I'm assuming when you say "Do you think the 05 Comp is the better buy at that price?" you really mean the 06, since you don't mention a price on an 05 in your post. Once again, Only your hairdresser knows for sure. Your LBS is offering to let you keep $600.00 more of your money in exchange for swapping some of the Ultegra bits for 105 bits and 6r carbon for 7r carbon. Otherwise same bike, right? Are those things worth half a house payment (or whatever costs you $600.00 in your life).

Scot


----------



## Wildcat (Aug 17, 2004)

Scot_Gore said:


> As far as the 05 Roubaix Comp vs 06 - the bikes are identical except for the paint. Your LBS is offering a $100.00 discount to take the 05 paint. Is $100.00 enough to compensate you for last years paint. Only your hairdresser knows for sure. My hairdresser would tell me to take the 05.
> 
> I'm assuming when you say "Do you think the 05 Comp is the better buy at that price?" you really mean the 06, since you don't mention a price on an 05 in your post. Once again, Only your hairdresser knows for sure. Your LBS is offering to let you keep $600.00 more of your money in exchange for swapping some of the Ultegra bits for 105 bits and 6r carbon for 7r carbon. Otherwise same bike, right? Are those things worth half a house payment (or whatever costs you $600.00 in your life).
> 
> Scot


Thanks for the answer. The 05 Comp is $2,400 and has more DA components and different wheels. Otherwise, you're right, they are identical. The 06 Comp has nothing in 05 to compare to, unless it would be the Elite which had 105,ultegra 9 speed. It was the same price. I guess my question boils down to this - Is the 05 Comp worth $500 more than the 06 Comp? Since I like the paint on the 05 Comp better than the 06 Expert, the 05 wins that one. Anybody else have an opinion?


----------



## Rushfan (Apr 20, 2003)

I've been looking at a Roubaix, also. You're getting Shimano wheels instead of Mavics, and the carbon's a higher grade for the '06 Expert vs. the '05 Comp, but otherwise they seem the same to me (for a double). The '05 Comp Triple is Ultegra 9 speed instead 10 speed. The '06 Comp seems like a downspec from the '05 Comp.

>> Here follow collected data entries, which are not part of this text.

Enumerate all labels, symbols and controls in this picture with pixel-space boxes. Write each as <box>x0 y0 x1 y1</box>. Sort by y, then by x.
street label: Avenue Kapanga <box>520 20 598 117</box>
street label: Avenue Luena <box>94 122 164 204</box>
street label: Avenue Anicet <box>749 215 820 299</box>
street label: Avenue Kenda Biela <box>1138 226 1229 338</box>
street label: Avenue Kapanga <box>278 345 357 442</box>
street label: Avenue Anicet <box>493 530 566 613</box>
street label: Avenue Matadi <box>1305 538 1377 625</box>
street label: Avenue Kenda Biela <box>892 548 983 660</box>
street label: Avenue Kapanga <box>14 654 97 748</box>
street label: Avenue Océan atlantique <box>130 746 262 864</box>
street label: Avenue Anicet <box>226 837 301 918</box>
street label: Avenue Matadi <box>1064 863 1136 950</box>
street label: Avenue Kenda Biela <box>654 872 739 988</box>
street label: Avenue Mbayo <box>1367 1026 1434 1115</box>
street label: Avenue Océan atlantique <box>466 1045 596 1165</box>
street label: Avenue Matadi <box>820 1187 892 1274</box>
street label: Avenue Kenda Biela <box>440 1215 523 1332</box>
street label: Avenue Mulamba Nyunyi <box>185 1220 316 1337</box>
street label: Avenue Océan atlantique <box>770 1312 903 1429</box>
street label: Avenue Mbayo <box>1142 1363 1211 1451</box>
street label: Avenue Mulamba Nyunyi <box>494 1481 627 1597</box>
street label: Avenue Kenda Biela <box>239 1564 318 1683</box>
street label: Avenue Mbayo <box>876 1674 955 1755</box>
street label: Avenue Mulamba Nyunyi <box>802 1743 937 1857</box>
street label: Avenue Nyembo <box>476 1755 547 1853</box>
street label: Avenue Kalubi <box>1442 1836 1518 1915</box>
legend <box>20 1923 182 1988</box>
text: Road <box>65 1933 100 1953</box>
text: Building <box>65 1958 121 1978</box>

I need a triple (bad knee), so I'm considering getting an '05 Elite and replacing the wheels with something like Ksyrium Elites or Velomax. Plus, I like the blue frame.

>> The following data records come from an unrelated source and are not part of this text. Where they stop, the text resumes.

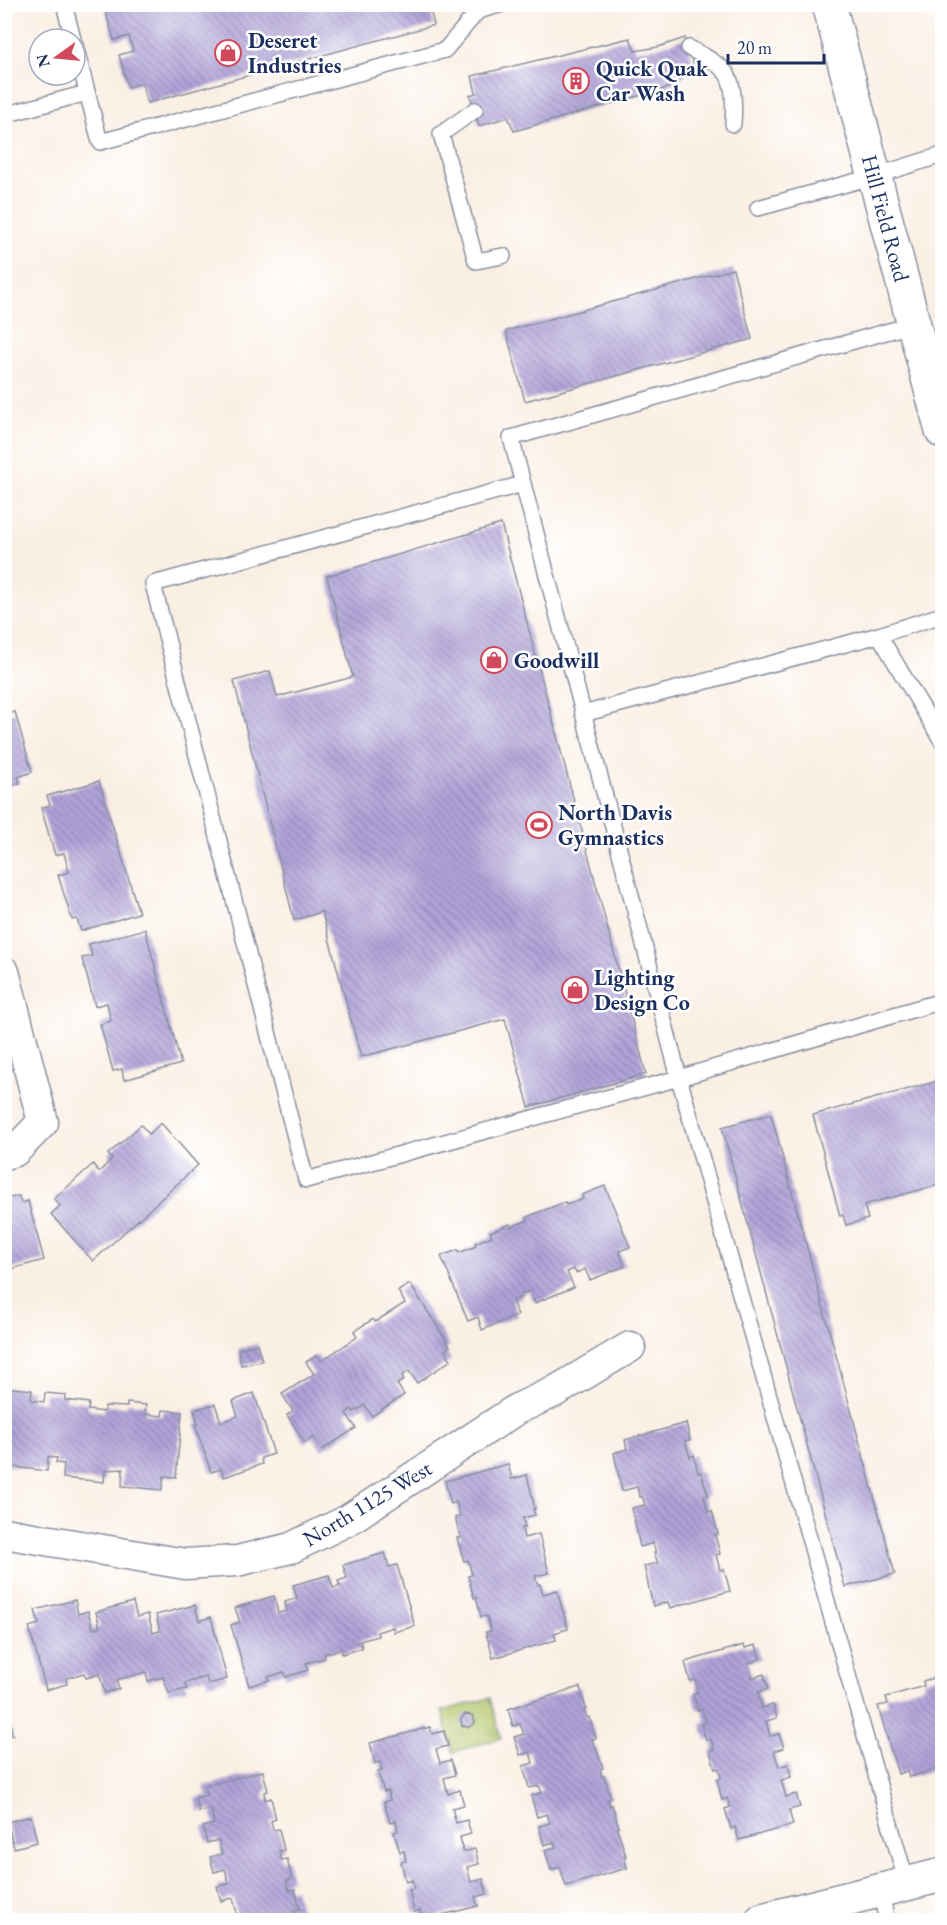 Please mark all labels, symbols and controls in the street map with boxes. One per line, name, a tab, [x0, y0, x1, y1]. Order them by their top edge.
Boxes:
place label: Deseret Industries	[248, 26, 342, 80]
north arrow	[27, 27, 87, 87]
scale bar	[728, 27, 824, 65]
text: 20 m	[737, 36, 772, 59]
shop icon: Deseret Industries	[213, 38, 243, 68]
text: N	[31, 52, 55, 70]
place label: Quick Quak Car Wash	[596, 54, 709, 108]
building icon: Quick Quak Car Wash	[561, 66, 591, 96]
street label: Hill Field Road	[855, 151, 917, 286]
shop icon: Goodwill	[479, 645, 509, 675]
place label: Goodwill	[514, 646, 599, 675]
place label: North Davis Gymnastics	[558, 798, 672, 852]
sports icon: North Davis Gymnastics	[524, 810, 554, 840]
place label: Lighting Design Co	[594, 963, 690, 1017]
shop icon: Lighting Design Co	[560, 975, 590, 1005]
street label: North 1125 West	[297, 1453, 437, 1553]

If I was going to get a better price, I'd consider moving up to either the '05 Comp or '06 Expert, questions would be which wheelset I like better and if I could notice the carbon upgrade in the frame (not sure I'd notice something like that). I'm not interested in an '06 Comp-doesn't seem like that good a value for me.


----------



## Wildcat (Aug 17, 2004)

*06 Expert vs 05 Comp*



Rushfan said:


> I've been looking at a Roubaix, also. You're getting Shimano wheels instead of Mavics, and the carbon's a higher grade for the '06 Expert vs. the '05 Comp, but otherwise they seem the same to me (for a double). The '05 Comp Triple is Ultegra 9 speed instead 10 speed. The '06 Comp seems like a downspec from the '05 Comp.
> 
> I need a triple (bad knee), so I'm considering getting an '05 Elite and replacing the wheels with something like Ksyrium Elites or Velomax. Plus, I like the blue frame.
> 
> If I was going to get a better price, I'd consider moving up to either the '05 Comp or '06 Expert, questions would be which wheelset I like better and if I could notice the carbon upgrade in the frame (not sure I'd notice something like that). I'm not interested in an '06 Comp-doesn't seem like that good a value for me.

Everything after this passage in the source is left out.